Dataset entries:
▼
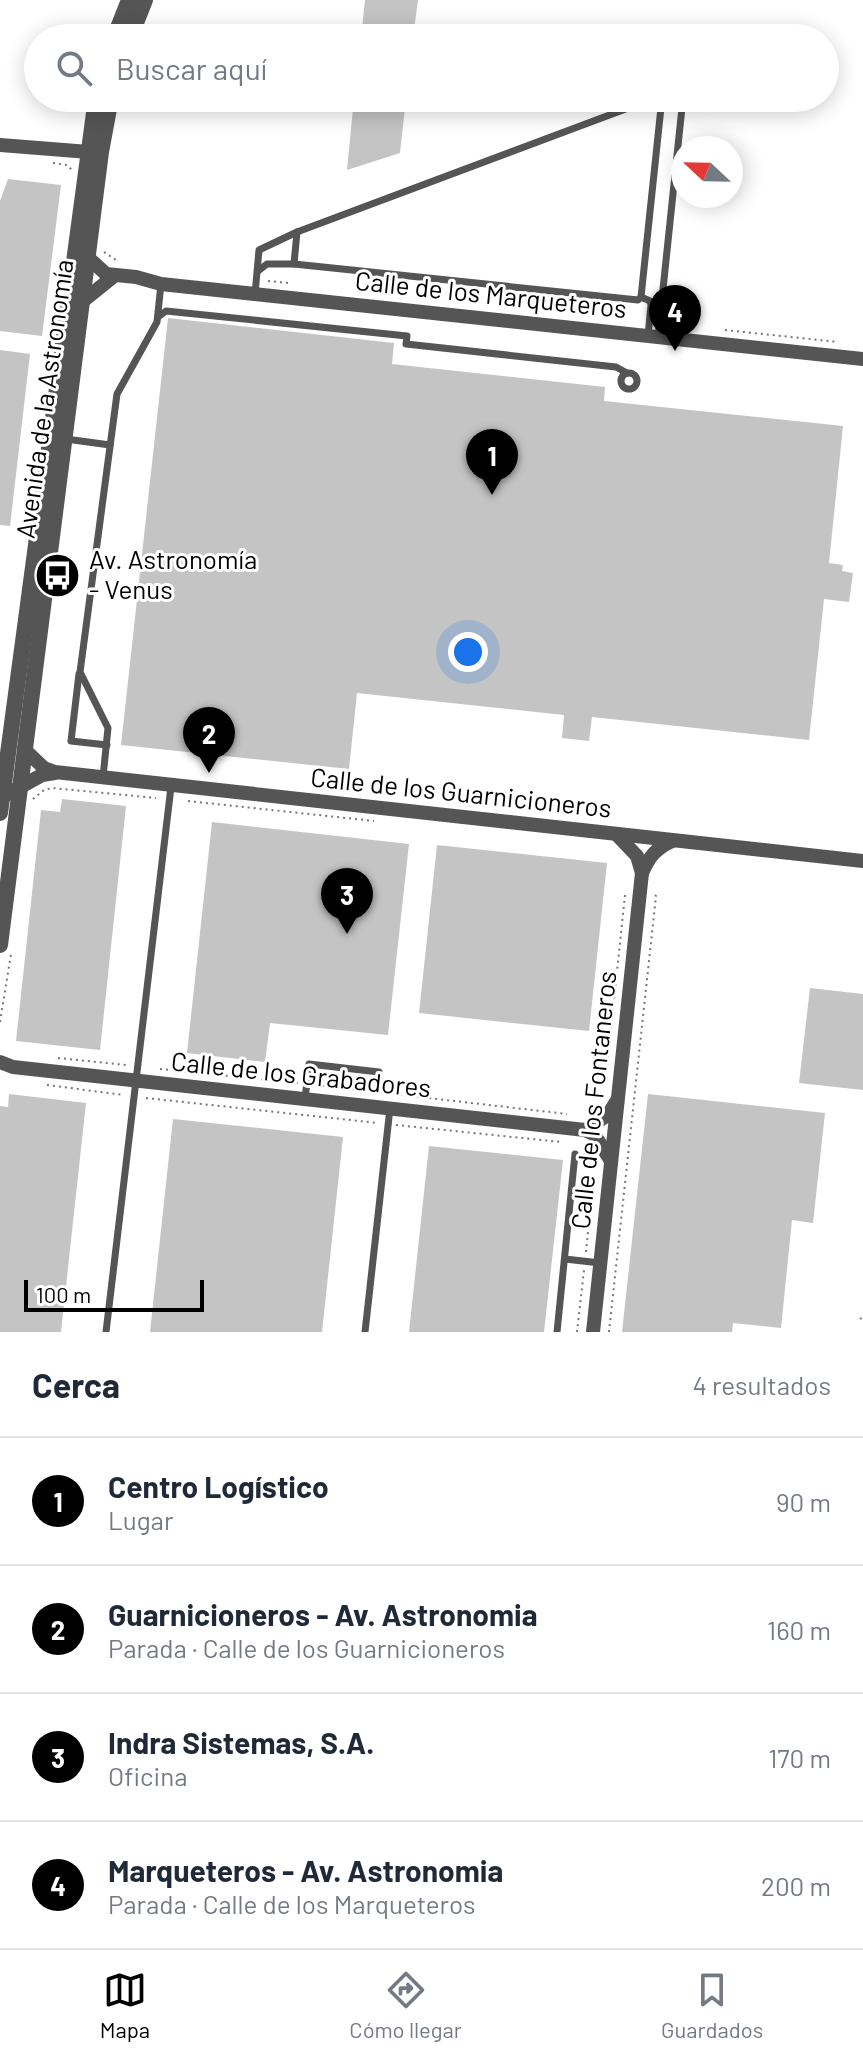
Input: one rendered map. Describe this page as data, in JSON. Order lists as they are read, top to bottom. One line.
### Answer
{"streets":{"street":["Calle de los Marqueteros","Avenida de la Astronomía","Calle de los Guarnicioneros","Calle de los Grabadores","Calle de los Fontaneros"]},"crossings":[["Calle de los Marqueteros","Avenida de la Astronomía"],["Avenida de la Astronomía","Calle de los Guarnicioneros"]],"places":{"bus stop":["Av. Astronomía - Venus"]},"scale_bar":"100 m","north":"left","page":{"search":"Buscar aquí","pins":["4","1","2","3"],"scale":"100 m","heading":["Cerca","4 resultados"],"list":[{"mark":"1","name":"Centro Logístico","note":"Lugar","value":"90 m"},{"mark":"2","name":"Guarnicioneros - Av. Astronomia","note":"Parada · Calle de los Guarnicioneros","value":"160 m"},{"mark":"3","name":"Indra Sistemas, S.A.","note":"Oficina","value":"170 m"},{"mark":"4","name":"Marqueteros - Av. Astronomia","note":"Parada · Calle de los Marqueteros","value":"200 m"}],"nav":["Mapa","Cómo llegar","Guardados"]}}
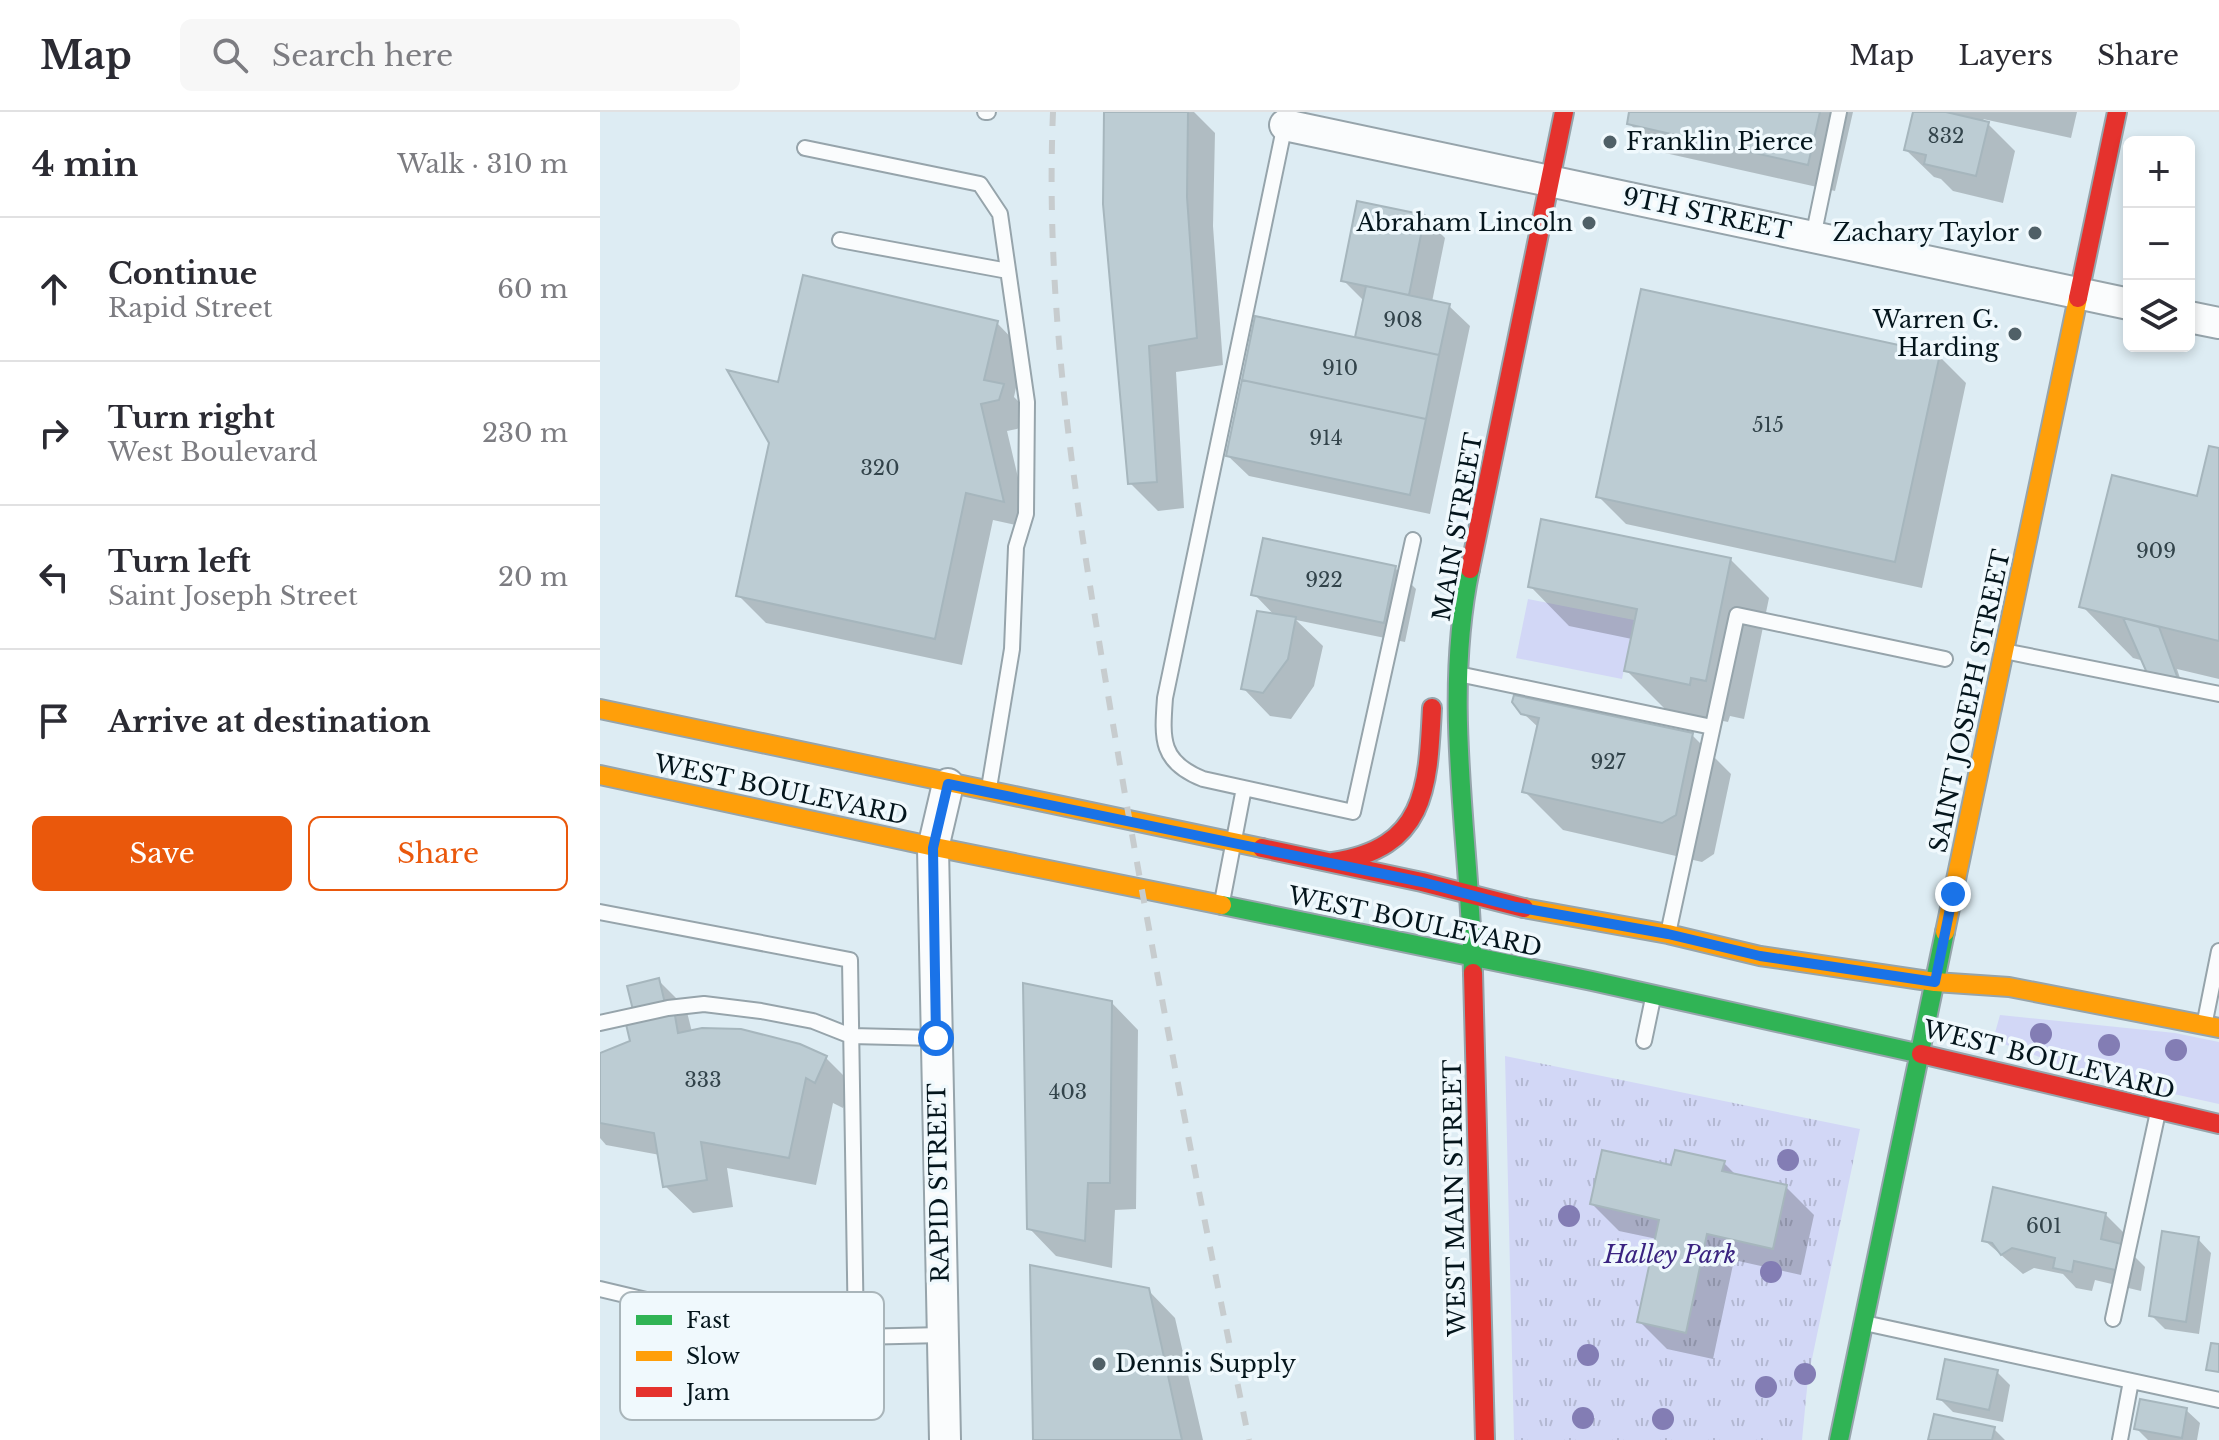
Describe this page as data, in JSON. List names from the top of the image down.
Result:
{
  "streets": {
    "main road": [
      "MAIN STREET",
      "SAINT JOSEPH STREET",
      "WEST BOULEVARD",
      "WEST MAIN STREET"
    ],
    "street": ["9TH STREET", "RAPID STREET"]
  },
  "crossings": [
    ["9TH STREET", "MAIN STREET"],
    ["9TH STREET", "SAINT JOSEPH STREET"],
    ["MAIN STREET", "WEST BOULEVARD"],
    ["MAIN STREET", "WEST MAIN STREET"],
    ["SAINT JOSEPH STREET", "WEST BOULEVARD"],
    ["WEST BOULEVARD", "RAPID STREET"],
    ["WEST BOULEVARD", "WEST MAIN STREET"]
  ],
  "parks": ["Halley Park"],
  "places": [
    "Franklin Pierce",
    "Abraham Lincoln",
    "Zachary Taylor",
    "Warren G. Harding",
    "Dennis Supply"
  ],
  "house_numbers": [
    "832",
    "908",
    "910",
    "515",
    "914",
    "320",
    "909",
    "922",
    "927",
    "333",
    "403",
    "601"
  ],
  "legend": ["Fast", "Slow", "Jam"],
  "page": {
    "header": "Map",
    "search": "Search here",
    "nav": ["Map", "Layers", "Share"],
    "heading": ["4 min", "Walk · 310 m"],
    "map_buttons": ["+", "−"],
    "list": [
      ["Continue", "Rapid Street", "60 m"],
      ["Turn right", "West Boulevard", "230 m"],
      ["Turn left", "Saint Joseph Street", "20 m"],
      "Arrive at destination"
    ],
    "buttons": ["Save", "Share"]
  }
}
▲
PROBLEM DESCRIPTION: Search the data for the string "JSON" and copy each line where it appears.

RESPONSE:
Input: one rendered map. Describe this page as data, in JSON. Order lists as they are read, top to bottom. One line.
Describe this page as data, in JSON. List names from the top of the image down.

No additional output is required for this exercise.